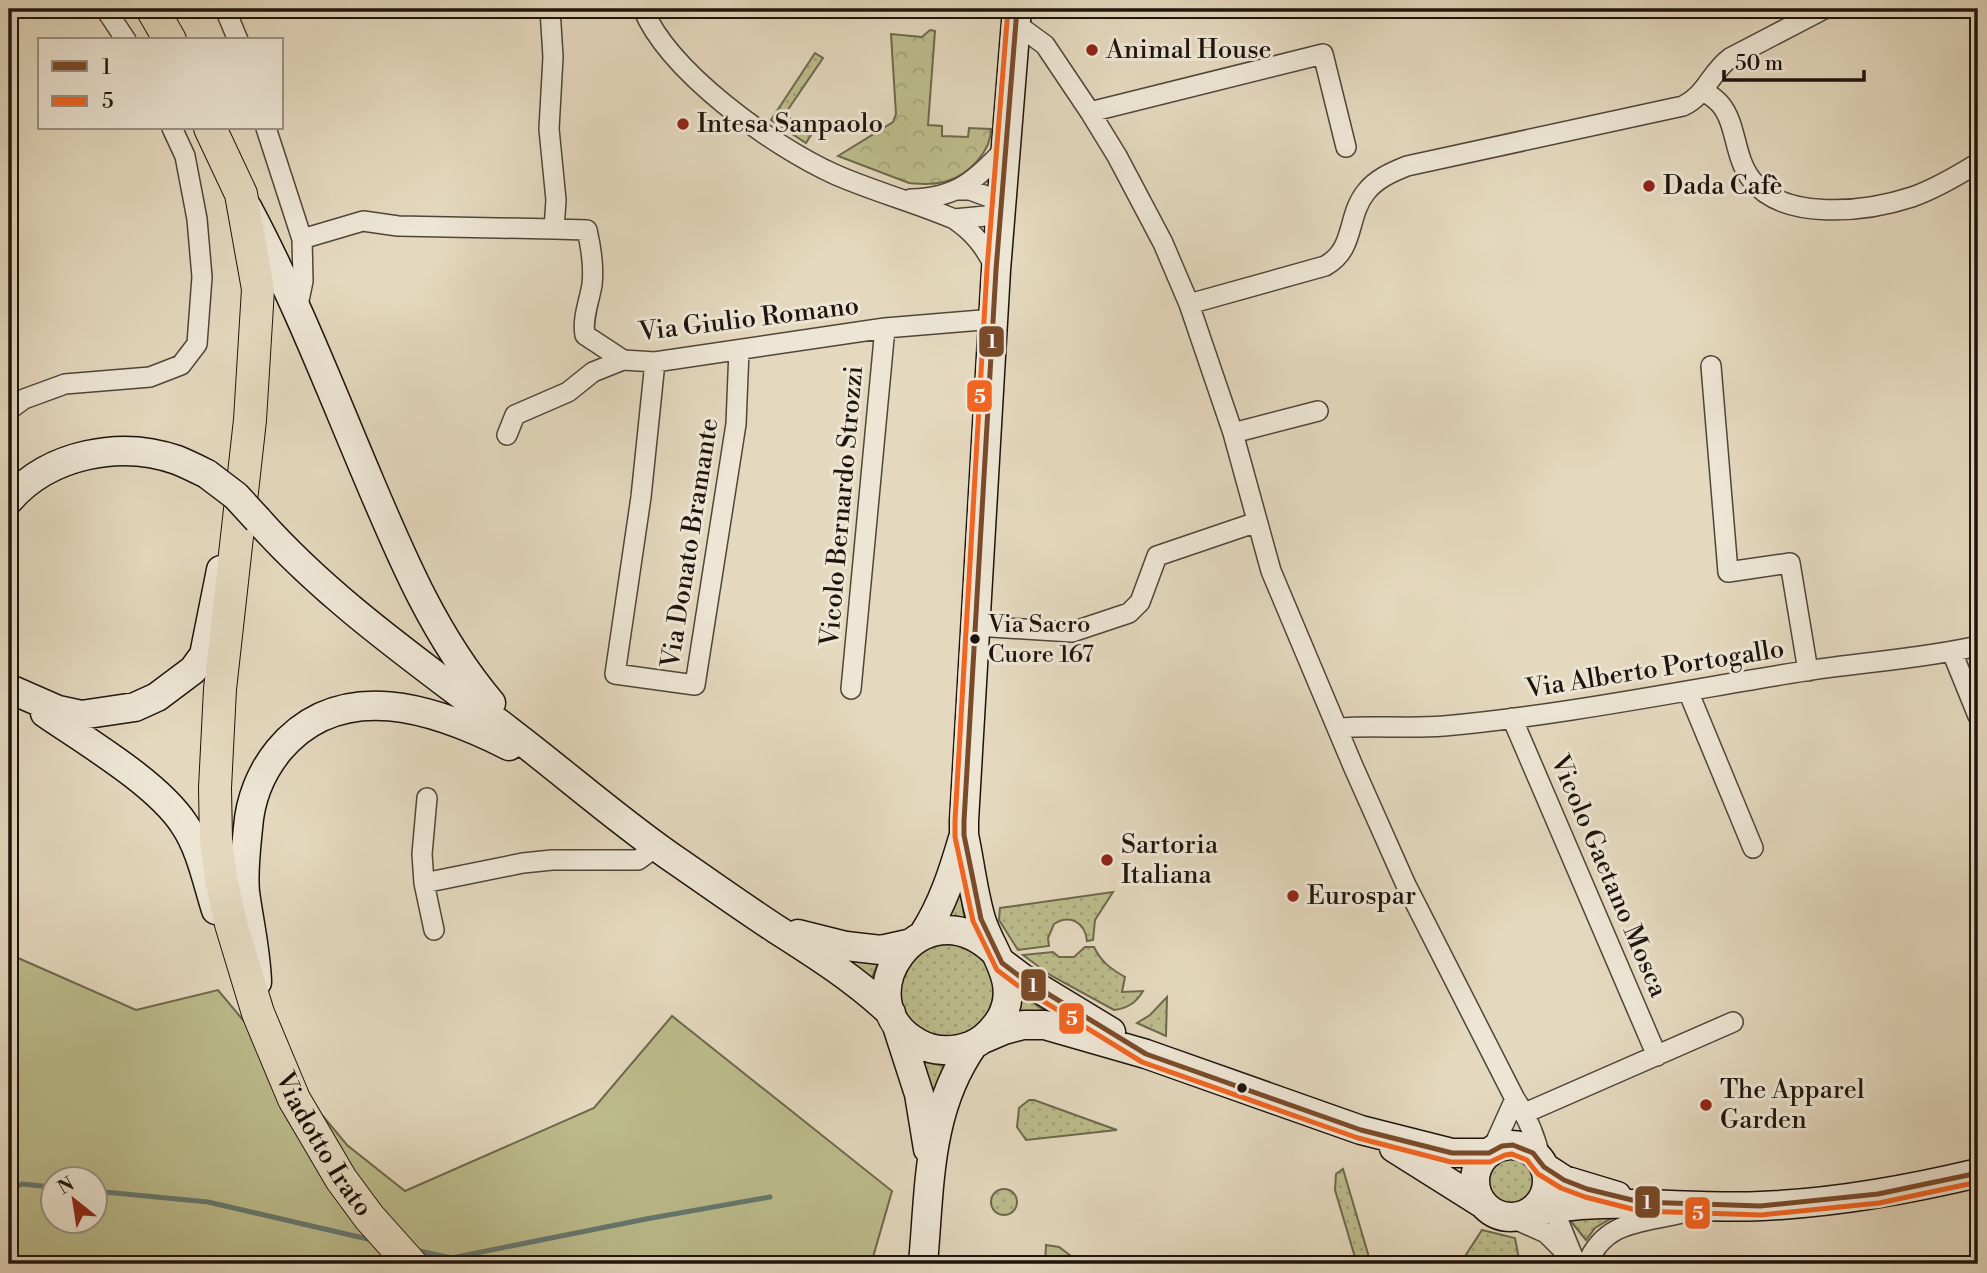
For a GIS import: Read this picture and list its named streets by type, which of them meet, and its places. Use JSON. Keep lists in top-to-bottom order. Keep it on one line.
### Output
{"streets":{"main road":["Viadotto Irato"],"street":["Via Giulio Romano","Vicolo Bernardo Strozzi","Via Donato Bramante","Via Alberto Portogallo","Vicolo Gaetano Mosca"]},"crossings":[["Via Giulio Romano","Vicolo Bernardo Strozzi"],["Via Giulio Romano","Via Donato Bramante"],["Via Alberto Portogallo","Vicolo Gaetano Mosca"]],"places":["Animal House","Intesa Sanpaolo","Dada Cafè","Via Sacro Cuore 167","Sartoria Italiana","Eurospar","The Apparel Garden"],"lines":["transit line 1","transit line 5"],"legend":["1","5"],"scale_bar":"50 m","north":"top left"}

------------------------------------

▸ Problem statement:
Extract every line of the data exactly; pictures stay out.

▸ Solution:
For a GIS import: Read this picture and list its named streets by type, which of them meet, and its places. Use JSON. Keep lists in top-to-bottom order. Keep it on one line.
### Output
{"streets":{"main road":["Viadotto Irato"],"street":["Via Giulio Romano","Vicolo Bernardo Strozzi","Via Donato Bramante","Via Alberto Portogallo","Vicolo Gaetano Mosca"]},"crossings":[["Via Giulio Romano","Vicolo Bernardo Strozzi"],["Via Giulio Romano","Via Donato Bramante"],["Via Alberto Portogallo","Vicolo Gaetano Mosca"]],"places":["Animal House","Intesa Sanpaolo","Dada Cafè","Via Sacro Cuore 167","Sartoria Italiana","Eurospar","The Apparel Garden"],"lines":["transit line 1","transit line 5"],"legend":["1","5"],"scale_bar":"50 m","north":"top left"}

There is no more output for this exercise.